• Work required:
Word for word, return every record.

Top of Data for analysis

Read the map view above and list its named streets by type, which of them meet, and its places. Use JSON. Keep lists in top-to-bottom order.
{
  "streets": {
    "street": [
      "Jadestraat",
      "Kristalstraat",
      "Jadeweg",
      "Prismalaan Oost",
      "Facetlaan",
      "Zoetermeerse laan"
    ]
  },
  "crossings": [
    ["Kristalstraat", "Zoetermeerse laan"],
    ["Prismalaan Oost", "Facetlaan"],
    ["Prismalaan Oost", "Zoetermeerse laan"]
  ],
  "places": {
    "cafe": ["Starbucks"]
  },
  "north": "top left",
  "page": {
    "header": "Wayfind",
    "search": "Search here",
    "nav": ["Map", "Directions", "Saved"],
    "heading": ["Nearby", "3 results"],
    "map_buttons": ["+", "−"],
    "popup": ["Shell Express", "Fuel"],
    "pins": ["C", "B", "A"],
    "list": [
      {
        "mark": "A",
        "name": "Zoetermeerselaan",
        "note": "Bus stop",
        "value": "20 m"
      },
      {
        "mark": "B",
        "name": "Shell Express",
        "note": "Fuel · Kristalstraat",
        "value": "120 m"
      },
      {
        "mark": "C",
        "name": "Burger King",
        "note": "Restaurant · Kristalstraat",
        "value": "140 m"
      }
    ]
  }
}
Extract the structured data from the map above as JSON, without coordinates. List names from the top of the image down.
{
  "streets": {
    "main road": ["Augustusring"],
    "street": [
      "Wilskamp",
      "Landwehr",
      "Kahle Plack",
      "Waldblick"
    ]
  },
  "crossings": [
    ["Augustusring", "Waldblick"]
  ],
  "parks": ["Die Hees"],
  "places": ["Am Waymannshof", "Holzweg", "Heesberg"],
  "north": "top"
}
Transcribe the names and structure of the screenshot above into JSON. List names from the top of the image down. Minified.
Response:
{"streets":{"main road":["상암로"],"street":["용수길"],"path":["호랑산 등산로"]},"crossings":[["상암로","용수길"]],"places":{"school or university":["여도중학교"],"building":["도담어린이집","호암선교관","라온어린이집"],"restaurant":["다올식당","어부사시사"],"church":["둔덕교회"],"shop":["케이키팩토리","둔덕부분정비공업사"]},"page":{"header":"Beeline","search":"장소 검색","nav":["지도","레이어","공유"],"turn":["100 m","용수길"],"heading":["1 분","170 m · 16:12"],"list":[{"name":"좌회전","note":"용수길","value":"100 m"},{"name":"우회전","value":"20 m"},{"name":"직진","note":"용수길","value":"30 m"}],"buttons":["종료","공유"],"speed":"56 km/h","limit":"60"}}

Bottom of Data for analysis

• Written response:
Read the map view above and list its named streets by type, which of them meet, and its places. Use JSON. Keep lists in top-to-bottom order.
{
  "streets": {
    "street": [
      "Jadestraat",
      "Kristalstraat",
      "Jadeweg",
      "Prismalaan Oost",
      "Facetlaan",
      "Zoetermeerse laan"
    ]
  },
  "crossings": [
    ["Kristalstraat", "Zoetermeerse laan"],
    ["Prismalaan Oost", "Facetlaan"],
    ["Prismalaan Oost", "Zoetermeerse laan"]
  ],
  "places": {
    "cafe": ["Starbucks"]
  },
  "north": "top left",
  "page": {
    "header": "Wayfind",
    "search": "Search here",
    "nav": ["Map", "Directions", "Saved"],
    "heading": ["Nearby", "3 results"],
    "map_buttons": ["+", "−"],
    "popup": ["Shell Express", "Fuel"],
    "pins": ["C", "B", "A"],
    "list": [
      {
        "mark": "A",
        "name": "Zoetermeerselaan",
        "note": "Bus stop",
        "value": "20 m"
      },
      {
        "mark": "B",
        "name": "Shell Express",
        "note": "Fuel · Kristalstraat",
        "value": "120 m"
      },
      {
        "mark": "C",
        "name": "Burger King",
        "note": "Restaurant · Kristalstraat",
        "value": "140 m"
      }
    ]
  }
}
Extract the structured data from the map above as JSON, without coordinates. List names from the top of the image down.
{
  "streets": {
    "main road": ["Augustusring"],
    "street": [
      "Wilskamp",
      "Landwehr",
      "Kahle Plack",
      "Waldblick"
    ]
  },
  "crossings": [
    ["Augustusring", "Waldblick"]
  ],
  "parks": ["Die Hees"],
  "places": ["Am Waymannshof", "Holzweg", "Heesberg"],
  "north": "top"
}
Transcribe the names and structure of the screenshot above into JSON. List names from the top of the image down. Minified.
Response:
{"streets":{"main road":["상암로"],"street":["용수길"],"path":["호랑산 등산로"]},"crossings":[["상암로","용수길"]],"places":{"school or university":["여도중학교"],"building":["도담어린이집","호암선교관","라온어린이집"],"restaurant":["다올식당","어부사시사"],"church":["둔덕교회"],"shop":["케이키팩토리","둔덕부분정비공업사"]},"page":{"header":"Beeline","search":"장소 검색","nav":["지도","레이어","공유"],"turn":["100 m","용수길"],"heading":["1 분","170 m · 16:12"],"list":[{"name":"좌회전","note":"용수길","value":"100 m"},{"name":"우회전","value":"20 m"},{"name":"직진","note":"용수길","value":"30 m"}],"buttons":["종료","공유"],"speed":"56 km/h","limit":"60"}}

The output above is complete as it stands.